> [The task]: All of the data is to be printed exactly, though the images must be left off.

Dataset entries

────────────────

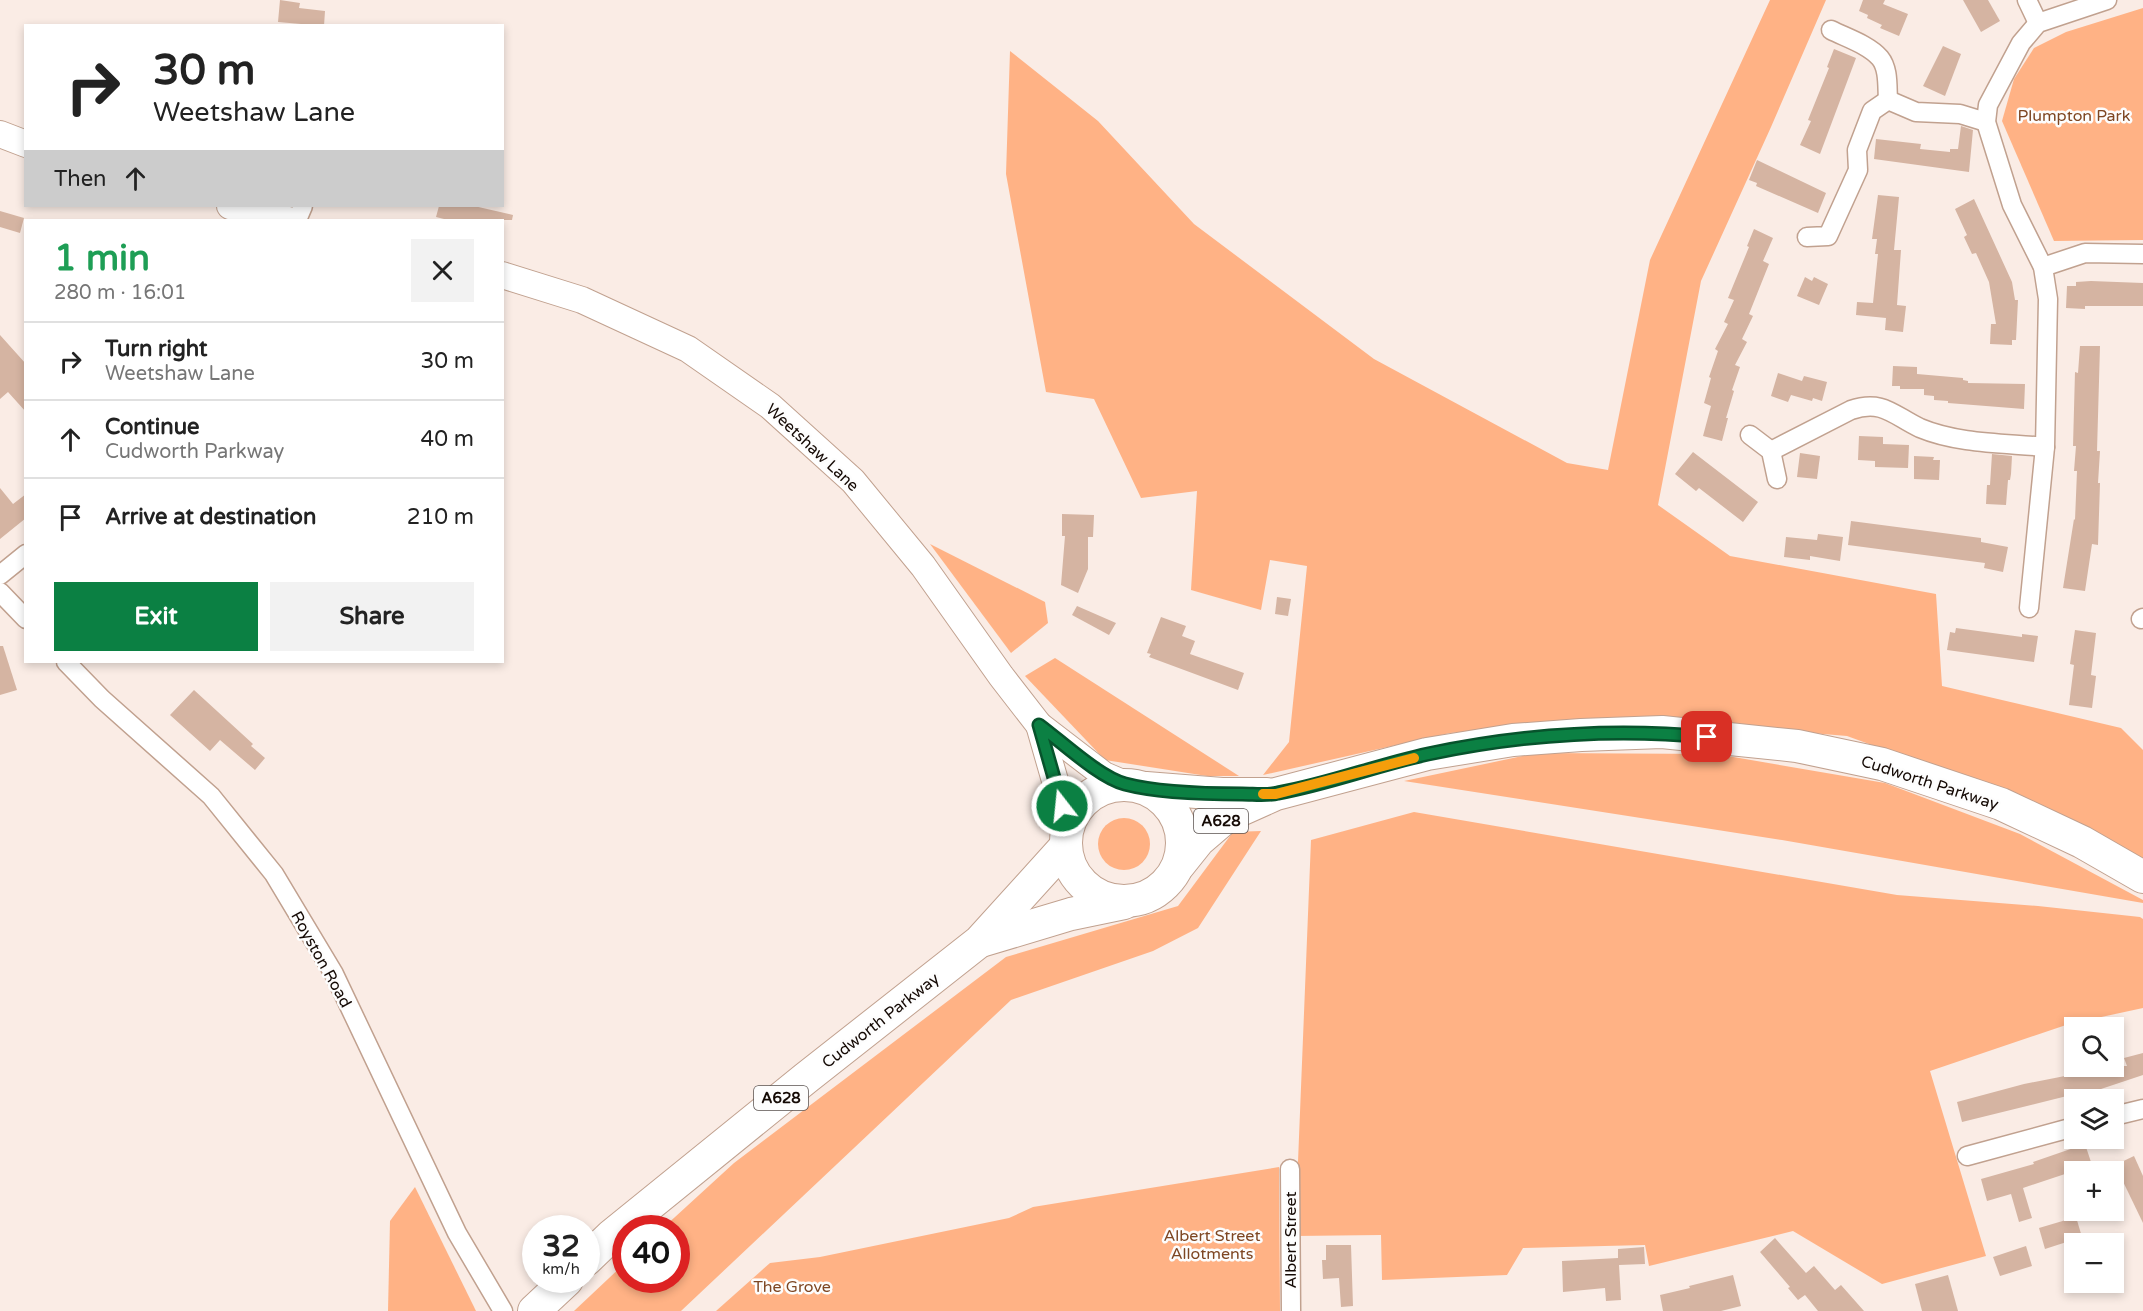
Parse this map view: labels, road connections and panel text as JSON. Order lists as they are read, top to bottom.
{
  "streets": {
    "highway": ["Cudworth Parkway", "A628"],
    "street": ["Weetshaw Lane", "Royston Road", "Albert Street"]
  },
  "crossings": [
    ["Weetshaw Lane", "Cudworth Parkway"],
    ["Weetshaw Lane", "A628"],
    ["Cudworth Parkway", "A628"]
  ],
  "parks": ["Plumpton Park", "Albert Street Allotments", "The Grove"],
  "page": {
    "turn": ["30 m", "Weetshaw Lane"],
    "then": "Then",
    "heading": ["1 min", "280 m · 16:01"],
    "list": [
      {
        "name": "Turn right",
        "note": "Weetshaw Lane",
        "value": "30 m"
      },
      {
        "name": "Continue",
        "note": "Cudworth Parkway",
        "value": "40 m"
      },
      {
        "name": "Arrive at destination",
        "value": "210 m"
      }
    ],
    "buttons": ["Exit", "Share"],
    "map_buttons": ["+", "−"],
    "speed": "32 km/h",
    "limit": "40"
  }
}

────────────────

> [Your response]:
Parse this map view: labels, road connections and panel text as JSON. Order lists as they are read, top to bottom.
{
  "streets": {
    "highway": ["Cudworth Parkway", "A628"],
    "street": ["Weetshaw Lane", "Royston Road", "Albert Street"]
  },
  "crossings": [
    ["Weetshaw Lane", "Cudworth Parkway"],
    ["Weetshaw Lane", "A628"],
    ["Cudworth Parkway", "A628"]
  ],
  "parks": ["Plumpton Park", "Albert Street Allotments", "The Grove"],
  "page": {
    "turn": ["30 m", "Weetshaw Lane"],
    "then": "Then",
    "heading": ["1 min", "280 m · 16:01"],
    "list": [
      {
        "name": "Turn right",
        "note": "Weetshaw Lane",
        "value": "30 m"
      },
      {
        "name": "Continue",
        "note": "Cudworth Parkway",
        "value": "40 m"
      },
      {
        "name": "Arrive at destination",
        "value": "210 m"
      }
    ],
    "buttons": ["Exit", "Share"],
    "map_buttons": ["+", "−"],
    "speed": "32 km/h",
    "limit": "40"
  }
}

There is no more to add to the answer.